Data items
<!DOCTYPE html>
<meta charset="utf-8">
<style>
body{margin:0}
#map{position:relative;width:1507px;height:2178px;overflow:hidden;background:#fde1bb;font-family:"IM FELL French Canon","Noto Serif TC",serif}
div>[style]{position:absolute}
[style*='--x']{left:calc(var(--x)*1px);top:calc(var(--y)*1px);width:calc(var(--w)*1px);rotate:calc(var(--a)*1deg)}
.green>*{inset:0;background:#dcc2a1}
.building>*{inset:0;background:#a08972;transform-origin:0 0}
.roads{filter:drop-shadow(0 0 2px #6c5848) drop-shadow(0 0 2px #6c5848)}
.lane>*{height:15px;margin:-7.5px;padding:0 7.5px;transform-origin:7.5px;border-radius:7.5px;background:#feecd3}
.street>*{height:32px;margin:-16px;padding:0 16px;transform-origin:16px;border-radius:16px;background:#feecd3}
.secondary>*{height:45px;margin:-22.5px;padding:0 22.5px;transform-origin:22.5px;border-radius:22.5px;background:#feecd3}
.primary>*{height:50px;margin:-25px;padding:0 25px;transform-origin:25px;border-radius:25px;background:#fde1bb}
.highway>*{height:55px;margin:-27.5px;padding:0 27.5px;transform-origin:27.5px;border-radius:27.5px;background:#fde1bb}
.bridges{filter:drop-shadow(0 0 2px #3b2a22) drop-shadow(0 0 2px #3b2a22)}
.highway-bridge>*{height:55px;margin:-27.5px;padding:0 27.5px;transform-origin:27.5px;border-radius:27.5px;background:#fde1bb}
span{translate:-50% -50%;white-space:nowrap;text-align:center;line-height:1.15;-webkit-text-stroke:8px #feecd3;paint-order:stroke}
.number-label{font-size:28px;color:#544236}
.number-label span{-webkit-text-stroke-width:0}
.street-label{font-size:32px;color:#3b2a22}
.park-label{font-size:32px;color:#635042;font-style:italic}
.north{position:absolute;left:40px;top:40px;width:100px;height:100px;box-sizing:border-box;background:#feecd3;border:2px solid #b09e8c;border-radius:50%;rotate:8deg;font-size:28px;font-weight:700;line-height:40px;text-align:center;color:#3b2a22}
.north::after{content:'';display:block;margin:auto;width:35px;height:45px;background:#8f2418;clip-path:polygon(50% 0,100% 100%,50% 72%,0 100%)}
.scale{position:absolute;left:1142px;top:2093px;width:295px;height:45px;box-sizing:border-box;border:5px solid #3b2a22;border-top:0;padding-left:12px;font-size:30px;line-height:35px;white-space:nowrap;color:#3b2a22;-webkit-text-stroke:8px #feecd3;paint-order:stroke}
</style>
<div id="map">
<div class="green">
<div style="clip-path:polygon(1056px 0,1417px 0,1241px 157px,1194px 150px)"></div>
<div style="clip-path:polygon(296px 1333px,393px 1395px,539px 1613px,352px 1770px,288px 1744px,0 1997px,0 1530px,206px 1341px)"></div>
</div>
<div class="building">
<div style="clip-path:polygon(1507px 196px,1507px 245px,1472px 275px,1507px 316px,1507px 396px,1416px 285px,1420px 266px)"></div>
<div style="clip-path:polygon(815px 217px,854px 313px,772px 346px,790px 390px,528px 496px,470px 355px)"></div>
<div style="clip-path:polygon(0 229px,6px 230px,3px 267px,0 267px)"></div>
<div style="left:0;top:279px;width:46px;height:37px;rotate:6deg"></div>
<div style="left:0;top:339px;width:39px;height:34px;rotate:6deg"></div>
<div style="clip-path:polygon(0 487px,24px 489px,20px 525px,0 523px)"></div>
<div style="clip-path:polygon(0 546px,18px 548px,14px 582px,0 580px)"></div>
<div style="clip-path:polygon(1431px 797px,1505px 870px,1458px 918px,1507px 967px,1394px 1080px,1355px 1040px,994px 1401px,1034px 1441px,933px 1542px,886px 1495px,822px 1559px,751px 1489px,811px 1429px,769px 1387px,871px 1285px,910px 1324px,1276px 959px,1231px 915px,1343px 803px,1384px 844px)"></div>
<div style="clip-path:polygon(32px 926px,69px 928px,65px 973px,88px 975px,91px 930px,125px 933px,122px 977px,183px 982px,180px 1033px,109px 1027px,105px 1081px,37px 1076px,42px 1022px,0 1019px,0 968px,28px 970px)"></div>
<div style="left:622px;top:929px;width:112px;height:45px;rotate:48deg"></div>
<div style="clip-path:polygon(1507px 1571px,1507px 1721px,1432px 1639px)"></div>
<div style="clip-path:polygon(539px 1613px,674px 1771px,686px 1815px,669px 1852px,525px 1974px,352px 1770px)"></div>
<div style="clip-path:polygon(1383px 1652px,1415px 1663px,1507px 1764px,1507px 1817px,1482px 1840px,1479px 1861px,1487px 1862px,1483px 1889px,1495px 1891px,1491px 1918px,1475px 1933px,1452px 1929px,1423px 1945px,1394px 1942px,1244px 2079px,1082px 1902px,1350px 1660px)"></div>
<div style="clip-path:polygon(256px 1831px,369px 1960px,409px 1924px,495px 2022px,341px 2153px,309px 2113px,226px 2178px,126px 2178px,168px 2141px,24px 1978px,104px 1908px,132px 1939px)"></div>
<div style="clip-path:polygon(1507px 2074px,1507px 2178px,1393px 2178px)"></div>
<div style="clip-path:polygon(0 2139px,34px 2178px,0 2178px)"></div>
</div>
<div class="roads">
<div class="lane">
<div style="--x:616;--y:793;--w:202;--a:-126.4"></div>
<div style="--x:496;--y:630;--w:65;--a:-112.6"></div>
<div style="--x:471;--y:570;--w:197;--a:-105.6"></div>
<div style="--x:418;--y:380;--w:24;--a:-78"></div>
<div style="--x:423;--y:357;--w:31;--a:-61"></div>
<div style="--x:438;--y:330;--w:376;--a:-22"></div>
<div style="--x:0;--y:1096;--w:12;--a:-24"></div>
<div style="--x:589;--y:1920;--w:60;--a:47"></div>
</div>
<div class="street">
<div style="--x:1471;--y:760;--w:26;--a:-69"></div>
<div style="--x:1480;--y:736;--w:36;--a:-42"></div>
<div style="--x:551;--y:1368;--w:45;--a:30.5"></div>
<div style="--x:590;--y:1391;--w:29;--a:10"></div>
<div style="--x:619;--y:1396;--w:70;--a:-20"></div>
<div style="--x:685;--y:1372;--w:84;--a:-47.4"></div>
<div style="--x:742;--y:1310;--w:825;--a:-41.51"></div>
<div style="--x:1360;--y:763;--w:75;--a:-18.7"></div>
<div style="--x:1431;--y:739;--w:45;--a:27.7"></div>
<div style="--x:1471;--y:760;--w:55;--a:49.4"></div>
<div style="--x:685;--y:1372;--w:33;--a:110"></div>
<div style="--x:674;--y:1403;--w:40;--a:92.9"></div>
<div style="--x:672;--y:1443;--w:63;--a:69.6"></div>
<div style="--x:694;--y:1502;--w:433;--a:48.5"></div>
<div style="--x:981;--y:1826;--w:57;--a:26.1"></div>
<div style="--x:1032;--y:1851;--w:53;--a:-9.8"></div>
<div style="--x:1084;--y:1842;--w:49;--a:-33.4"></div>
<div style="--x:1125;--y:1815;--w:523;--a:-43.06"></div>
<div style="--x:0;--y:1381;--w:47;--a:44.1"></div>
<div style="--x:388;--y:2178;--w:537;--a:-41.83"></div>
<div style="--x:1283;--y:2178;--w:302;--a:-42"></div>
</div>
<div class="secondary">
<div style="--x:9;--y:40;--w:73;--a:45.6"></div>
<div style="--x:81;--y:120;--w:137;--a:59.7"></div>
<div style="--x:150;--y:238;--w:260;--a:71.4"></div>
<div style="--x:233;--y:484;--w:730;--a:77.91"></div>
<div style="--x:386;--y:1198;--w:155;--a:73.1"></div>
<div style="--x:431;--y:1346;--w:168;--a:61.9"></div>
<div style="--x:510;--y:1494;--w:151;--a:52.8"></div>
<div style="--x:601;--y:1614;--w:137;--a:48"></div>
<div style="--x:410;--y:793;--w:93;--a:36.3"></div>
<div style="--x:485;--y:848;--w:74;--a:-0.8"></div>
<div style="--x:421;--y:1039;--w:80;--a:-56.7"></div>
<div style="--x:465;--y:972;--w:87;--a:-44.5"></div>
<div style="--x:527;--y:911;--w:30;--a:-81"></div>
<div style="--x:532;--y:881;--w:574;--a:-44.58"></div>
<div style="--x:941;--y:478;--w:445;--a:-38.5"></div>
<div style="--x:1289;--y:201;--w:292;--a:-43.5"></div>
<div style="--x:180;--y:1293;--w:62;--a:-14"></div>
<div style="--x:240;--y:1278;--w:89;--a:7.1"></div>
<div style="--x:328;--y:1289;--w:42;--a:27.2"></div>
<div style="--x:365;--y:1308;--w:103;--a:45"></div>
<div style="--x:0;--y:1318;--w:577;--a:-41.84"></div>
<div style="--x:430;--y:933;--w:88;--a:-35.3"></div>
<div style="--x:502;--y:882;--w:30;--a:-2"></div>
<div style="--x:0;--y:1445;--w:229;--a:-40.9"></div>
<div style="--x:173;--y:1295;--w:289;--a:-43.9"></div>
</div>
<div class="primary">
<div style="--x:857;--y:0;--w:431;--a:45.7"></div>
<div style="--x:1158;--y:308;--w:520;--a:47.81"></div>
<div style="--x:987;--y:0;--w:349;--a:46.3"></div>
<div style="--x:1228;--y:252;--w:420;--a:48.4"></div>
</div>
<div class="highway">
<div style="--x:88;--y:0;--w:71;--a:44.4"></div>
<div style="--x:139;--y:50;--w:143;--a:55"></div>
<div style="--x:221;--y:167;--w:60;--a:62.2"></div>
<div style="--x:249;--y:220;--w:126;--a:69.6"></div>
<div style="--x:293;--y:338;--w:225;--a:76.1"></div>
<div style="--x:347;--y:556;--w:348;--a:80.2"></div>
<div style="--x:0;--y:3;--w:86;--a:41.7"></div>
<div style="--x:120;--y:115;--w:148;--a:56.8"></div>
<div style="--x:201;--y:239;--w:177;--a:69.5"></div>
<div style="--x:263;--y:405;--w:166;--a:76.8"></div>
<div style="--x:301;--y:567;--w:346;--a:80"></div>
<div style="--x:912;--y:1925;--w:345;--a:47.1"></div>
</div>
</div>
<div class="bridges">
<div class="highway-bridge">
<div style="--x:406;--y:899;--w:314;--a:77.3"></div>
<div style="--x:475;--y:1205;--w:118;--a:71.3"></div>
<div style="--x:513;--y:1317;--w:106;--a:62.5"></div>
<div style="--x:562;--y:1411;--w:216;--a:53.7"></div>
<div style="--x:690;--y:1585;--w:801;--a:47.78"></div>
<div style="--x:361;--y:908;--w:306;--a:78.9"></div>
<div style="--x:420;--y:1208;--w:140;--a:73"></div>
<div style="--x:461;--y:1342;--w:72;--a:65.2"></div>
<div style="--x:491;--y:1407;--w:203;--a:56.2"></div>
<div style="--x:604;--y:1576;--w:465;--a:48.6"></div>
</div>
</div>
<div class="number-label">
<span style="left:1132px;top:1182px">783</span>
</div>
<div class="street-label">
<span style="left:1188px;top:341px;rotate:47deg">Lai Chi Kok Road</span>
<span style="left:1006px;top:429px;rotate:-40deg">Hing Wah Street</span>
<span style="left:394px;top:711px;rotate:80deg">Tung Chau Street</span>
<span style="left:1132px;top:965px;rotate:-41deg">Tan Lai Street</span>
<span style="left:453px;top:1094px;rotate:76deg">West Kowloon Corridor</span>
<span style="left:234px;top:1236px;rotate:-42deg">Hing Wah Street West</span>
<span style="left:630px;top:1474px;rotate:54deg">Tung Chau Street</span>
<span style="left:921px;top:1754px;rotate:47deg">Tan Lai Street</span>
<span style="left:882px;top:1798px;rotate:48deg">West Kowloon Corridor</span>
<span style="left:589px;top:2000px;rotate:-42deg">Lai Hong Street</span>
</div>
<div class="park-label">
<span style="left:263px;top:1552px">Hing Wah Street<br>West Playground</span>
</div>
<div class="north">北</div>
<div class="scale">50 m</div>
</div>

▶ _TASK PROMPT_:
Return only the lines above that run from the opening line through the line containing "2px #3b2a22) drop-shadow(0", exactly as written.

▶ _RESPONSE BOX_:
<!DOCTYPE html>
<meta charset="utf-8">
<style>
body{margin:0}
#map{position:relative;width:1507px;height:2178px;overflow:hidden;background:#fde1bb;font-family:"IM FELL French Canon","Noto Serif TC",serif}
div>[style]{position:absolute}
[style*='--x']{left:calc(var(--x)*1px);top:calc(var(--y)*1px);width:calc(var(--w)*1px);rotate:calc(var(--a)*1deg)}
.green>*{inset:0;background:#dcc2a1}
.building>*{inset:0;background:#a08972;transform-origin:0 0}
.roads{filter:drop-shadow(0 0 2px #6c5848) drop-shadow(0 0 2px #6c5848)}
.lane>*{height:15px;margin:-7.5px;padding:0 7.5px;transform-origin:7.5px;border-radius:7.5px;background:#feecd3}
.street>*{height:32px;margin:-16px;padding:0 16px;transform-origin:16px;border-radius:16px;background:#feecd3}
.secondary>*{height:45px;margin:-22.5px;padding:0 22.5px;transform-origin:22.5px;border-radius:22.5px;background:#feecd3}
.primary>*{height:50px;margin:-25px;padding:0 25px;transform-origin:25px;border-radius:25px;background:#fde1bb}
.highway>*{height:55px;margin:-27.5px;padding:0 27.5px;transform-origin:27.5px;border-radius:27.5px;background:#fde1bb}
.bridges{filter:drop-shadow(0 0 2px #3b2a22) drop-shadow(0 0 2px #3b2a22)}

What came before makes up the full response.